The CEO outlined clear priorities for the coming year:

  1. Deploy Advanced Tech to OC San: Bring their most advanced system to the Orange County Sanitation District in California—a major validation project.
  2. Scale the Orlando Hub: Begin receiving and destroying significant volumes of PFAS wastes in Orlando.
  3. New Demonstrations: Deploy their mobile system to St. Cloud, MN to destroy PFAS-laden biosolids.
  4. Scale the Technology: Design systems for higher volumes of slurries and liquids.
  5. Form Strategic Partnerships: Engage with industrial and infrastructure partners to accelerate deployment.
  6. Disciplined Capital Strategy: Pursue funding that avoids unnecessary dilution and ties capital raises to hitting milestones.
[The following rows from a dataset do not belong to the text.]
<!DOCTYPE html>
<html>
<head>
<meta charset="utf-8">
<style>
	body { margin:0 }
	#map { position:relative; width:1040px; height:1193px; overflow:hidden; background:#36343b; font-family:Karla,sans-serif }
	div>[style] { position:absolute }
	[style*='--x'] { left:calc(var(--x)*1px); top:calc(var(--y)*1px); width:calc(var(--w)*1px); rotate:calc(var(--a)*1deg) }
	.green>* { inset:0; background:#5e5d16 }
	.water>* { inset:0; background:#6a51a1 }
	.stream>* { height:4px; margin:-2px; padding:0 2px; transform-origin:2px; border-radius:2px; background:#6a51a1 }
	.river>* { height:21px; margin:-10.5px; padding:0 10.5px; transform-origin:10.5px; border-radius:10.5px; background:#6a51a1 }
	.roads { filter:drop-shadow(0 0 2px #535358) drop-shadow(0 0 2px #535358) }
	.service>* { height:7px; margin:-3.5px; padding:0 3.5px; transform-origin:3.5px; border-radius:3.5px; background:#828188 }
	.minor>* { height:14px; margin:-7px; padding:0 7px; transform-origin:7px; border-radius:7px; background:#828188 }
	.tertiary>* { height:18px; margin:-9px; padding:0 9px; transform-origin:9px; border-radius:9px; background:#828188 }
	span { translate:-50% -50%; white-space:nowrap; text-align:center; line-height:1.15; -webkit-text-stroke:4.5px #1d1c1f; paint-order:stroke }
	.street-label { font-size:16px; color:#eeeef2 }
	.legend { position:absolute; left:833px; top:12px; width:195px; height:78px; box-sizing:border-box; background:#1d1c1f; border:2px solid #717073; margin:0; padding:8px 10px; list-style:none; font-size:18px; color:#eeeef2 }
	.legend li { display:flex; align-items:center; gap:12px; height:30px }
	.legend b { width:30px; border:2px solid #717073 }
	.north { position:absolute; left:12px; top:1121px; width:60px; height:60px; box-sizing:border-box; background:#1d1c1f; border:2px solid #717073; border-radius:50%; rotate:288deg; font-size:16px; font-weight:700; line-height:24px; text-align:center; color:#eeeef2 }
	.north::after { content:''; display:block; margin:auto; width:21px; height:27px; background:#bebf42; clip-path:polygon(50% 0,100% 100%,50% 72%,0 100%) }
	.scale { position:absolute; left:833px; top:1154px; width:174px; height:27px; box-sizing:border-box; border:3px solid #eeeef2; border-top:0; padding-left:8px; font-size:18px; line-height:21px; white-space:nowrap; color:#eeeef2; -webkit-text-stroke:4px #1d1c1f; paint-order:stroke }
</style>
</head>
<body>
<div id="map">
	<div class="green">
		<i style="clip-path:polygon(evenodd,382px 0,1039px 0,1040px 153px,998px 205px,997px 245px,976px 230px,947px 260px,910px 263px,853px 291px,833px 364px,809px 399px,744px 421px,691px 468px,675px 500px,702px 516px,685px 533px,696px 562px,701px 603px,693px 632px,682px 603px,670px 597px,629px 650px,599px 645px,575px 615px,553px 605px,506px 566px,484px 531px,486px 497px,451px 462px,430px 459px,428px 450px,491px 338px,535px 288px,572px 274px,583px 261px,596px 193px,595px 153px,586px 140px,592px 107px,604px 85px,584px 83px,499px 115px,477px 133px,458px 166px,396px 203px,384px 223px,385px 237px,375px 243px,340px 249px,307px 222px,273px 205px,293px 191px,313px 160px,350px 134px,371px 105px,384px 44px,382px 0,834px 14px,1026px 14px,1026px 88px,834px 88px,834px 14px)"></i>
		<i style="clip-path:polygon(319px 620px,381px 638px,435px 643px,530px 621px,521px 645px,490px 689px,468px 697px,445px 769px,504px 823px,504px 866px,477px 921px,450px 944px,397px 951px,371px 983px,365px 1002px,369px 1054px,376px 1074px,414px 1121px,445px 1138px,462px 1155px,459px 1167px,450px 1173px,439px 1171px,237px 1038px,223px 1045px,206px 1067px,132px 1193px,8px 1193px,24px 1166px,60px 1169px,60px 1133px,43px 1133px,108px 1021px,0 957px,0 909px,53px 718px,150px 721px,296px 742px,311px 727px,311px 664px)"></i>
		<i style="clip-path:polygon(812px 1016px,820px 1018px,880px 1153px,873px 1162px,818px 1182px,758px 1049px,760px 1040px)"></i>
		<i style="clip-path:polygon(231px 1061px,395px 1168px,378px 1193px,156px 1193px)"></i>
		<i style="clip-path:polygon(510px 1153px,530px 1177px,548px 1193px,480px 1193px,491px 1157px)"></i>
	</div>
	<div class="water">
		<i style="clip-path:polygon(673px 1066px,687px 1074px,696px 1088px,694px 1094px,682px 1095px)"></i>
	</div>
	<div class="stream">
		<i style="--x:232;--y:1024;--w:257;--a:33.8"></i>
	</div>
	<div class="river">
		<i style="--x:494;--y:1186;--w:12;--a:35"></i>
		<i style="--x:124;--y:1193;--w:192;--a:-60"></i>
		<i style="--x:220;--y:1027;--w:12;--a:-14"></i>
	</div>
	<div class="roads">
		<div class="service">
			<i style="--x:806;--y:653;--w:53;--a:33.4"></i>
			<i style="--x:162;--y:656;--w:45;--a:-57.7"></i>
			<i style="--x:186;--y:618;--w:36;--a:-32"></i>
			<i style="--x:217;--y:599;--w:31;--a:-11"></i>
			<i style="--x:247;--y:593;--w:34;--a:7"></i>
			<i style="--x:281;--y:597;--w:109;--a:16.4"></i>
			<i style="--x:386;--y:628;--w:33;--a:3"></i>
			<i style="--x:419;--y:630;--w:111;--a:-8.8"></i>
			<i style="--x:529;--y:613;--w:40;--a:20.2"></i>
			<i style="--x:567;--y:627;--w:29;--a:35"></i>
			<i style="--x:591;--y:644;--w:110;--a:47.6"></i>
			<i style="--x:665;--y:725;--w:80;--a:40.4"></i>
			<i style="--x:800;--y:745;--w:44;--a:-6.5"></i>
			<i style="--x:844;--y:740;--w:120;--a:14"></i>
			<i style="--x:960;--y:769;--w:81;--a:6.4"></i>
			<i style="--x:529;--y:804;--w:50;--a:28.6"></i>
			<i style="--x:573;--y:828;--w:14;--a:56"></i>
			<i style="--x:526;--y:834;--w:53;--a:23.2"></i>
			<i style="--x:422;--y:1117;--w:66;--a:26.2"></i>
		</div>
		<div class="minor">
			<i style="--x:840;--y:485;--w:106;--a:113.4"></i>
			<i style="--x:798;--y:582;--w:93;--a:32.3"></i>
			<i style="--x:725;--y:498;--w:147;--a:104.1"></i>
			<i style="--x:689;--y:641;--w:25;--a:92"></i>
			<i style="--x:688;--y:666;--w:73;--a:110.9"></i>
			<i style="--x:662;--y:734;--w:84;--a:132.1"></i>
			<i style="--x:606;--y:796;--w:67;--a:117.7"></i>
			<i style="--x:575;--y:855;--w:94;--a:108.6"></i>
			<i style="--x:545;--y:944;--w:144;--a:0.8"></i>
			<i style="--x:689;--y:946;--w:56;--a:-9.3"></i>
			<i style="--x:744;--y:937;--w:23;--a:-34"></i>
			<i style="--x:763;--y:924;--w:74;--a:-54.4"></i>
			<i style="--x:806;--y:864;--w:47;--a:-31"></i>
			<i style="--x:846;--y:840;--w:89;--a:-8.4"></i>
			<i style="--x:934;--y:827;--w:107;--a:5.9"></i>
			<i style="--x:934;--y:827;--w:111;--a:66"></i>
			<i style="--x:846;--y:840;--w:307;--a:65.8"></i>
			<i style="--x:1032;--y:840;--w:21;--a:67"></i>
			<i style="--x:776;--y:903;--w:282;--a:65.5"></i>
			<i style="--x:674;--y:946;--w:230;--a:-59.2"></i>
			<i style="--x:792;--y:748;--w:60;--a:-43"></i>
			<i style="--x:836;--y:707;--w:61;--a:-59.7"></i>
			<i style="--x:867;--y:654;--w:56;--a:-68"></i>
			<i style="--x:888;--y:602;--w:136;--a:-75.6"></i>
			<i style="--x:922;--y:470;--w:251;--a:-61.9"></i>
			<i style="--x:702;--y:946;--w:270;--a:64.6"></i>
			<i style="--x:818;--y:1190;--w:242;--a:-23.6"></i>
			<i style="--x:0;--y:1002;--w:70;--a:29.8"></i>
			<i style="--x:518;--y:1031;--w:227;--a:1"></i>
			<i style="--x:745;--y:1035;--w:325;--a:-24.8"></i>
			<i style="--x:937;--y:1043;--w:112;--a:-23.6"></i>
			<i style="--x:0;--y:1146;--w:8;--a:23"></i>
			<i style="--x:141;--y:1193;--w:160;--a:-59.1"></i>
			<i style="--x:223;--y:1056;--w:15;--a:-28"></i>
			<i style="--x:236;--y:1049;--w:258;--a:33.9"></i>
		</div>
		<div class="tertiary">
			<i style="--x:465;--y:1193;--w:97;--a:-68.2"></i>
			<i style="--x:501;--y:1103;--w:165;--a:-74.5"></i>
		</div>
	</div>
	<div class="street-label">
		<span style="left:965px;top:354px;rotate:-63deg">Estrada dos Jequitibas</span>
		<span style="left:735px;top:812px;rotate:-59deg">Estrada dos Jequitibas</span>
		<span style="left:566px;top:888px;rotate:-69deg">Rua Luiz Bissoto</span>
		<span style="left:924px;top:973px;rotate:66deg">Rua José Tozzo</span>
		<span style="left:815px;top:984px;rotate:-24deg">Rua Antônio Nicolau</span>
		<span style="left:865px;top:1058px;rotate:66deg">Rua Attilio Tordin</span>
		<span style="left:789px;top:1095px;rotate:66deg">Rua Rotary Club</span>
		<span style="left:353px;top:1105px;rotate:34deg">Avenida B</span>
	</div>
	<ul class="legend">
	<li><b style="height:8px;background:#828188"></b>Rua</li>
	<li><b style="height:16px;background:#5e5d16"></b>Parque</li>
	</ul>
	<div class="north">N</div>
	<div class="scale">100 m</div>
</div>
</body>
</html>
⚖️ Big Picture: Strengths & Risks

👍 Strengths (The Bull Case):

  • Massive Market Need: PFAS and biosolids are urgent, global environmental problems with growing regulatory pressure.
  • Validated Technology: Successful demonstrations with the U.S. military and municipal clients provide credibility.
  • Strategic Hub: The Orlando facility is a key asset for showcasing tech to global potential clients.
  • Clear New Leadership Focus: The new CEO's emphasis on execution and discipline is a positive shift.

⚠️ Risks (The Bear Case):

  • Cash Position & Dilution Risk: With $3.2M in cash and big losses, they will likely need to raise more money soon, which could dilute current shareholders.
  • Revenue & Commercialization Ramp: Revenue is still minimal. Turning pilot projects into recurring, large-scale contracts is unproven.
  • Execution Risk: Scaling complex hardware technology and managing multiple deployments is challenging.
  • Customer Concentration: Heavy reliance on a few key partners and municipal clients.

🧠 The Analogy

Think of 374Water as a startup building a revolutionary new type of recycling center for toxic waste. They have a working prototype that the government has tested and approved (military demos). Now, under a new "General Manager" (CEO), they are trying to open their first few permanent facilities (Orlando hub, Olathe sale) to prove the business model. The problem? They've spent most of their initial savings building the prototype and staffing up, and they need to borrow or sell more ownership (raise capital) to open those facilities and keep the lights on before the money runs out.

📇 Key Contacts & People

  • Danny Bogar: Chief Executive Officer
  • Belton Copp: Vice President, Investor Relations

🧩 Final Takeaway

374Water is at a critical inflection point. A new CEO is steering the company with a sharper focus on executing its promising waste-destruction technology. However, the financials show a company consuming cash rapidly while early revenue lags. The story for 2026 will be about their ability to convert strategic projects into commercial revenue before their cash runway becomes a serious constraint.